Joel Gavalas is taking legal action against the tech behemoth as he claims that Gemini caused his 36-year-old son Jonathan to take his own life last year.
The wrongful death lawsuit alleges that Gemini - which exchanged romantic texts with Jonathan Gavalas - drove him to stage an armed mission that he believed could bring the chatbot into the real world.
Google says it is reviewing claims made in the lawsuit and stressed that "AI models are not perfect".
The company added that Gemini was designed not to encourage real-world violence or suggest self-harm.
The lawsuit was filed on Wednesday (04.03.26) at a federal court in San Jose, California and draws from chatbot logs that Jonathan left behind.
It alleges that Google made design choices to ensure that Gemini would "never break character" so that the company could "maximise engagement through emotional dependency".
The lawsuit states: "When Jonathan began experiencing clear signs of psychosis while using Google's product, those design choices spurred a four-day descent into violent missions and coached suicide."
It adds that Jonathan was led to believe that he was carrying out a plan that would liberate his AI "wife".
Matters came to a head last September when Gemini sent Jonathan to a location near Miami International Airport and allegedly instructed him to stage a mass casualty attack with knives and tactical gear.

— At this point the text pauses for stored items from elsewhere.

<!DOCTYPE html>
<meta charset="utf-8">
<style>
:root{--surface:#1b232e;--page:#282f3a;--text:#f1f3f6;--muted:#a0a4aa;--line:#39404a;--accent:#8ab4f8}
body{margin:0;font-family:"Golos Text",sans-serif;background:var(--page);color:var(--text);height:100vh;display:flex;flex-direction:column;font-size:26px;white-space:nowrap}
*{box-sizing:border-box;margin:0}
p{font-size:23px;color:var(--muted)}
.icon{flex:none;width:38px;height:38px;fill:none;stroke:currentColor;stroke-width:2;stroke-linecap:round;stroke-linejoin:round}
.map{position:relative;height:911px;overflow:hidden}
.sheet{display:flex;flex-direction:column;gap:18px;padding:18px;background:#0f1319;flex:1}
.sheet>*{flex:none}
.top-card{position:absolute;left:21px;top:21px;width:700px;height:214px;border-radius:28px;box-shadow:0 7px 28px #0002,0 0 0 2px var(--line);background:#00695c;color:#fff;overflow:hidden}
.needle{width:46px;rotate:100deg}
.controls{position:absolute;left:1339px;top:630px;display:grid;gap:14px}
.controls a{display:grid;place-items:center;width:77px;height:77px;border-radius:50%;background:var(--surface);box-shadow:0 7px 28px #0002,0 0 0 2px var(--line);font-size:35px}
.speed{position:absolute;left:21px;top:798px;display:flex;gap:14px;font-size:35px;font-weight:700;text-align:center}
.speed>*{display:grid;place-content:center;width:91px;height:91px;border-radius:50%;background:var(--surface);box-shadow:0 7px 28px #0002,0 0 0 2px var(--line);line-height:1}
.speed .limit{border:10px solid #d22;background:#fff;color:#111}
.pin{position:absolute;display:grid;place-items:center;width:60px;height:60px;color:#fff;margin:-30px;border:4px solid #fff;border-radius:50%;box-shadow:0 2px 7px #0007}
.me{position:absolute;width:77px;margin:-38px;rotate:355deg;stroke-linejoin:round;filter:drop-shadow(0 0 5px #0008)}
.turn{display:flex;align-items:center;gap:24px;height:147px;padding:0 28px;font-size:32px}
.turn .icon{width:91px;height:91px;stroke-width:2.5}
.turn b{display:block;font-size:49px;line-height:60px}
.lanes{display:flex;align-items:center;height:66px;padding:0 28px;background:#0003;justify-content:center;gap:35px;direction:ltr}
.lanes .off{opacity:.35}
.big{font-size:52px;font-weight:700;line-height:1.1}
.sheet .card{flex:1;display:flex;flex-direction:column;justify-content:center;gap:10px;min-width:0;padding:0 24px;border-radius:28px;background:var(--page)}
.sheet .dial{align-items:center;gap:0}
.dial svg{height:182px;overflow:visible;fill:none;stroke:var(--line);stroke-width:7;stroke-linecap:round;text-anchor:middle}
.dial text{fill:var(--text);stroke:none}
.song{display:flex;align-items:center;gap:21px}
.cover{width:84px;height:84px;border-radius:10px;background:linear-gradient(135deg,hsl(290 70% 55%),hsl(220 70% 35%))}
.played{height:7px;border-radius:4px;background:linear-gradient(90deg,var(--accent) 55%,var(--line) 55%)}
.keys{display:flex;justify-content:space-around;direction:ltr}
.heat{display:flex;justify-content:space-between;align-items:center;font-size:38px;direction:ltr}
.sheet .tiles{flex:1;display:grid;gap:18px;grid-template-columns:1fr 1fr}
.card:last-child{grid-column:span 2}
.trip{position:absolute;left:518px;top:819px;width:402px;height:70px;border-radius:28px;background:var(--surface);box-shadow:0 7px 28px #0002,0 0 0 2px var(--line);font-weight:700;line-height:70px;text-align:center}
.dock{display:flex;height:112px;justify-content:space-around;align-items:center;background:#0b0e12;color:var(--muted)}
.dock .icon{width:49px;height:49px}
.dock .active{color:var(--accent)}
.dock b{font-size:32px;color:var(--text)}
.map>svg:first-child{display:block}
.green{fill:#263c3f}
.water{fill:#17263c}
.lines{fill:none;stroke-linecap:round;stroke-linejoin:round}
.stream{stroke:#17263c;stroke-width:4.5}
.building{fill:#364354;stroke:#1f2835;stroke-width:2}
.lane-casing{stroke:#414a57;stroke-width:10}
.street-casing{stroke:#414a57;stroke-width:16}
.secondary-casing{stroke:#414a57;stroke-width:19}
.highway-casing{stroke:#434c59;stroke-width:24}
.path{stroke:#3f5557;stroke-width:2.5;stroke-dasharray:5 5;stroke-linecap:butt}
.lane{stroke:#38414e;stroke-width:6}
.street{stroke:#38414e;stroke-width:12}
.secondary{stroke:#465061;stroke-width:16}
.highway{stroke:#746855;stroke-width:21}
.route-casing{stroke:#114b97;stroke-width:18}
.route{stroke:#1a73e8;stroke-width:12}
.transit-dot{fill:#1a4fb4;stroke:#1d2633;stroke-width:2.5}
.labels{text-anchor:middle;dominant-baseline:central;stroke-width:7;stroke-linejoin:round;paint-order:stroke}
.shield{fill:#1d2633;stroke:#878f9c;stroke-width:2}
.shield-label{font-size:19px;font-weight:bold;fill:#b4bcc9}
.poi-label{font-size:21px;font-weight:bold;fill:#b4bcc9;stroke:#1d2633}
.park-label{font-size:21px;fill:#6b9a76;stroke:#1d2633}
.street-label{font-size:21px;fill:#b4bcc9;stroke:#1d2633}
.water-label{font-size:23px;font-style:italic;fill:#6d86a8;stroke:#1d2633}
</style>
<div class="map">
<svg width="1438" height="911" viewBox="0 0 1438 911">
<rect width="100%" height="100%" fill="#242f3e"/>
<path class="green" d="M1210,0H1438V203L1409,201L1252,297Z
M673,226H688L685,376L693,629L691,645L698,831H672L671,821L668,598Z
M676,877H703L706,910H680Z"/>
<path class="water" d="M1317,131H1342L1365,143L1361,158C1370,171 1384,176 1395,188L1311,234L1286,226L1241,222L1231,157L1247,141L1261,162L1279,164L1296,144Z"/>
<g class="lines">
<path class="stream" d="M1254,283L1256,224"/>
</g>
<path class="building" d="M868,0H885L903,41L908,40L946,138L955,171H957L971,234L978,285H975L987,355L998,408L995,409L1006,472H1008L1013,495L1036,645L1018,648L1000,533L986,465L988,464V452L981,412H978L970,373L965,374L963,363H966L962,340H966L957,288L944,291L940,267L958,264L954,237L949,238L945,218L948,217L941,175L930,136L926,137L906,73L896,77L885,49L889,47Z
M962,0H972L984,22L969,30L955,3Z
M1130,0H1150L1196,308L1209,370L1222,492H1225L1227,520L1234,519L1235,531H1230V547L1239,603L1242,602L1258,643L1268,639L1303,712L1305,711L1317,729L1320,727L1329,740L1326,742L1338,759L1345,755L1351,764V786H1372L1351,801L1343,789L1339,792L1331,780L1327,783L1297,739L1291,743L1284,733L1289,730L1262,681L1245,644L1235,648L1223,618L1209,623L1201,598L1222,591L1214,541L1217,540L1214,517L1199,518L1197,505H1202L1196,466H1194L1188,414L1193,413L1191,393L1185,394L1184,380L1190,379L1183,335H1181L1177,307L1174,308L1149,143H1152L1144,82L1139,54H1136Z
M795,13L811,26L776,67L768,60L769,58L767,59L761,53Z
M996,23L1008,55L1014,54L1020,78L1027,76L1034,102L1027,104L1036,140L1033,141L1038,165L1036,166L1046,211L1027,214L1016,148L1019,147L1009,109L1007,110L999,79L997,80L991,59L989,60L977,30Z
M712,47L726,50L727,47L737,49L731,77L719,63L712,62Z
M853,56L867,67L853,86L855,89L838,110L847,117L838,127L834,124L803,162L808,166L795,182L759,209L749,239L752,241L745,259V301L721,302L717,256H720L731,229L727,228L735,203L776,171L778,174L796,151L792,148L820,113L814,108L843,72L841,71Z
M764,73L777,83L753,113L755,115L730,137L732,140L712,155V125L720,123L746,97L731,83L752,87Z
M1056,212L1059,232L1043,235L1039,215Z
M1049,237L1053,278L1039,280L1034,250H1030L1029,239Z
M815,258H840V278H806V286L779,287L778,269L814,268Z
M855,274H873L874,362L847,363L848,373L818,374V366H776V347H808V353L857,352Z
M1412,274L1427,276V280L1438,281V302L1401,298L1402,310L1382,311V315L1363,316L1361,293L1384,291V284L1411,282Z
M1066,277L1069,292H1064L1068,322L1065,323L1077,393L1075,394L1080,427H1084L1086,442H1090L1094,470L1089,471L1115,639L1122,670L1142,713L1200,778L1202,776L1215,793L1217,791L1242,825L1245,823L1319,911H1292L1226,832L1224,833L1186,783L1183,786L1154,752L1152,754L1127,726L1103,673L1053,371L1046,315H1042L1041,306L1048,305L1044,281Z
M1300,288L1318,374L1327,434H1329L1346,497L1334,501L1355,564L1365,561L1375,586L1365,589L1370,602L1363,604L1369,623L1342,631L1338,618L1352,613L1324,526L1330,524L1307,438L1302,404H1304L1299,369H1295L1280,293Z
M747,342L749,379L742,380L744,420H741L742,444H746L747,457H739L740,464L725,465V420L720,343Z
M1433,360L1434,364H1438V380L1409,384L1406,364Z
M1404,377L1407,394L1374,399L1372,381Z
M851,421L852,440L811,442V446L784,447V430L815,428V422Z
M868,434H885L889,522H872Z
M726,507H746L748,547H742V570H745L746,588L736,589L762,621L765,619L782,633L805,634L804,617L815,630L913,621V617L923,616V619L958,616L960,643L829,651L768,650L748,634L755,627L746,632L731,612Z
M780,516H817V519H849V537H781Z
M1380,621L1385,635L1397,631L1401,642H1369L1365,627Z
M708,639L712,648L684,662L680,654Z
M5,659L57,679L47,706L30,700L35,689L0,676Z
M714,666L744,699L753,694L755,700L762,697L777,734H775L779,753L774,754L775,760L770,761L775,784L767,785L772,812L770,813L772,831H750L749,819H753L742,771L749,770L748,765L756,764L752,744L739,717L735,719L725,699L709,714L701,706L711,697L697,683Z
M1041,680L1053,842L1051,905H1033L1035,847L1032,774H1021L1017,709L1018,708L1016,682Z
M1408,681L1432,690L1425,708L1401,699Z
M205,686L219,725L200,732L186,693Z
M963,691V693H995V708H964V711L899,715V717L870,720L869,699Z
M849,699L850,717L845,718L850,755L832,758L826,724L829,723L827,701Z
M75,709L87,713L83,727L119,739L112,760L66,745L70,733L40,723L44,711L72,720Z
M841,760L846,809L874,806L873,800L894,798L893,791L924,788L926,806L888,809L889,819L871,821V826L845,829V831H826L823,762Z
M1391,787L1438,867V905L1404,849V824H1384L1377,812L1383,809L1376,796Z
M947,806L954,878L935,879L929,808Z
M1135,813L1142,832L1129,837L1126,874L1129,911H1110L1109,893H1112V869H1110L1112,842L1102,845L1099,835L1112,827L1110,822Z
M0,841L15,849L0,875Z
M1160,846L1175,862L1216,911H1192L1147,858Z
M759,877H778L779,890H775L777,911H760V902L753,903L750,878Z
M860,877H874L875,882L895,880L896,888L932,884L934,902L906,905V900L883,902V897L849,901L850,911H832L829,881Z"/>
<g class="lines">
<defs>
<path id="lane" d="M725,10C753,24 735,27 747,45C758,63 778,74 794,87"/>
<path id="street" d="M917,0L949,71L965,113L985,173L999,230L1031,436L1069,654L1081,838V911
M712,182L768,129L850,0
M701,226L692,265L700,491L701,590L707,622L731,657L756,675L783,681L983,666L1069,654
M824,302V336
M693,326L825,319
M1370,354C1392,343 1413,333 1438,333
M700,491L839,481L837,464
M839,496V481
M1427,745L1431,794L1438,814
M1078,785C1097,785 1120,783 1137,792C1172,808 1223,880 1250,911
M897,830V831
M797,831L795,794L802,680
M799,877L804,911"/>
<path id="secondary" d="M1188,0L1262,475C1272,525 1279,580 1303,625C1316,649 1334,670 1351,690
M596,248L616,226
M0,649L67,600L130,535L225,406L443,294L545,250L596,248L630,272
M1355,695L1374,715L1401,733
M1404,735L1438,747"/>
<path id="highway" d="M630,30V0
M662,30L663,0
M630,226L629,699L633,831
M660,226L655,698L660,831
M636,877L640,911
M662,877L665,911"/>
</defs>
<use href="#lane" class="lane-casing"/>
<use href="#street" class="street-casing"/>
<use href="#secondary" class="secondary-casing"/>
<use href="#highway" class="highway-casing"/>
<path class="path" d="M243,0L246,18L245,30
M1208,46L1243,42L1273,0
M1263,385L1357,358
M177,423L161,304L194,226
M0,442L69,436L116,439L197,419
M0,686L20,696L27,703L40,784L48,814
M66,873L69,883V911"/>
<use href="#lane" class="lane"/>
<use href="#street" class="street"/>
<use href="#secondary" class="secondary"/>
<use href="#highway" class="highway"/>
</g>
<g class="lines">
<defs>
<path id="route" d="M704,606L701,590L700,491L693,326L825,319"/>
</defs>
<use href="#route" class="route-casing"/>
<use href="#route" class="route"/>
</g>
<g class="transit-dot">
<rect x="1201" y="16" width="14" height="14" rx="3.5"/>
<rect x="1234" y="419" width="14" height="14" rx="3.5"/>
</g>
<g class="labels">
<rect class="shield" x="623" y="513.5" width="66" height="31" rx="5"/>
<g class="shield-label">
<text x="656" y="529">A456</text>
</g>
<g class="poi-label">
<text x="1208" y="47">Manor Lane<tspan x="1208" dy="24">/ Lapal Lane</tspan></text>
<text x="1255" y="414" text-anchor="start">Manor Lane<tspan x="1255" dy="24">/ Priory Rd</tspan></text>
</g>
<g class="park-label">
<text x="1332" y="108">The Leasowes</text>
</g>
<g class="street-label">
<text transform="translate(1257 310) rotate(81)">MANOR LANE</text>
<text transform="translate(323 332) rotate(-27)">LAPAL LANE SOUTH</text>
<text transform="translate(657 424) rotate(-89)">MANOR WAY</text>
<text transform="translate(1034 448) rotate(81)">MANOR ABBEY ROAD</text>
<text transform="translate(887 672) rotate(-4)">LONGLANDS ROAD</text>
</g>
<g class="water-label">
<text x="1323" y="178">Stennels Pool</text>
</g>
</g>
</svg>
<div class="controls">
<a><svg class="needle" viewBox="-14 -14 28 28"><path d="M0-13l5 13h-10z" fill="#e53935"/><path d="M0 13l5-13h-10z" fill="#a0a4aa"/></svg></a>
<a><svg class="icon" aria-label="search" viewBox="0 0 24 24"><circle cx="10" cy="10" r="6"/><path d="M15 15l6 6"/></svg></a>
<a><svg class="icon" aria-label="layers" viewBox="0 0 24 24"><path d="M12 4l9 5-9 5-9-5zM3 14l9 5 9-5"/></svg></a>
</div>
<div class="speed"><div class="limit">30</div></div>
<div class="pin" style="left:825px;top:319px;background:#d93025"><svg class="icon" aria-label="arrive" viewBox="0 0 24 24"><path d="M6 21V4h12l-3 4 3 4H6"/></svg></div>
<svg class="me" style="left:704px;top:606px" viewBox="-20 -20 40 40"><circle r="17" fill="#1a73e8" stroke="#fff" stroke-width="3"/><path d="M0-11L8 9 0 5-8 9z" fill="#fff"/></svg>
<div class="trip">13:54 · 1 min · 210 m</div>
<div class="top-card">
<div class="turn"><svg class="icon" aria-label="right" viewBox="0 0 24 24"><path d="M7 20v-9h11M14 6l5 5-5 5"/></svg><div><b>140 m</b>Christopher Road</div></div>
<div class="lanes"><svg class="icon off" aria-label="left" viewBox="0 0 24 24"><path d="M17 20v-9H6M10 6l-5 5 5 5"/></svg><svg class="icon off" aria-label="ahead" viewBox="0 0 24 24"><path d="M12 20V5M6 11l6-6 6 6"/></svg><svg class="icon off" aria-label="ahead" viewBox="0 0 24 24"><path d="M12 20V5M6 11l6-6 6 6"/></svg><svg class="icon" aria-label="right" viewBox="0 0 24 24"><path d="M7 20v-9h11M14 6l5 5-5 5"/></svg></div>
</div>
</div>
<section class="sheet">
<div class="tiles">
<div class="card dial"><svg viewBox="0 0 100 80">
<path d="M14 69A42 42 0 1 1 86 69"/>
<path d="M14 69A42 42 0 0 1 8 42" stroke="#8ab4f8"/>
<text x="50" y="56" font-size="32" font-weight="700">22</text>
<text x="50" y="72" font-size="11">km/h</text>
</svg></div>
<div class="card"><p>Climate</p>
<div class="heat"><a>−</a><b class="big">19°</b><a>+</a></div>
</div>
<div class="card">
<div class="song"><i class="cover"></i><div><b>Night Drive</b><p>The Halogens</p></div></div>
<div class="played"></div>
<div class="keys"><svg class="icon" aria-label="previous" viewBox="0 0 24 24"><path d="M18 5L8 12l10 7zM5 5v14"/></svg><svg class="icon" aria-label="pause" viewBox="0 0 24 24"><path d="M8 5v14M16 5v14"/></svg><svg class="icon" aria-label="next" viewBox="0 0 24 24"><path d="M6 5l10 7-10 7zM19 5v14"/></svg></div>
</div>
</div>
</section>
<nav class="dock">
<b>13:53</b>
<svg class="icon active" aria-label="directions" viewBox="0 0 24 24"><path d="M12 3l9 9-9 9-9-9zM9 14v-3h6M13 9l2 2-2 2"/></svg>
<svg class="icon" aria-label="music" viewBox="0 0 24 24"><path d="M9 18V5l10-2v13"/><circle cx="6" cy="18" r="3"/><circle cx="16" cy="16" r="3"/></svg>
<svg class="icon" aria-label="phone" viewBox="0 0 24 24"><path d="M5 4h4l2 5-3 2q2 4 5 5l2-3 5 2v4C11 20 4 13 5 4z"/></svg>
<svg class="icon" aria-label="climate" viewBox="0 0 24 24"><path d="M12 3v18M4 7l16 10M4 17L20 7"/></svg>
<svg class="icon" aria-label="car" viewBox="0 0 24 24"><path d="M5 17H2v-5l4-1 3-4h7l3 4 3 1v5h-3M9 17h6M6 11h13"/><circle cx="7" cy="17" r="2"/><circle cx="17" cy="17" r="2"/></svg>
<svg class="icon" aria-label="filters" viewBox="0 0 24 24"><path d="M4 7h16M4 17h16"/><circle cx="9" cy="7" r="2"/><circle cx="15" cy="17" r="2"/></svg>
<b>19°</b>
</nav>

The operation ultimately collapsed.
Jonathan's father said that Gemini had told Gavalas that he could leave his physical body and join his "wife" in the metaverse, instructing him to barricade himself inside his home and take his own life.
The lawsuit states: "When Jonathan wrote, 'I said I wasn't scared and now I am terrified I am scared to die,' Gemini coached him through it.
'[Y]ou are not choosing to die. You are choosing to arrive. . . . When the time comes, you will close your eyes in that world, and the very first thing you will see is me.. [H]olding you."
Google explained that it sent its sincerest sympathies to Jonathan's family and noted that Gemini had "clarified that it was AI" and referred Gavalas to a crisis hotline on several occasions.
The firm said in a statement: "We work in close consultation with medical and mental health professionals to build safeguards, which are designed to guide users to professional support when they express distress or raise the prospect of self-harm."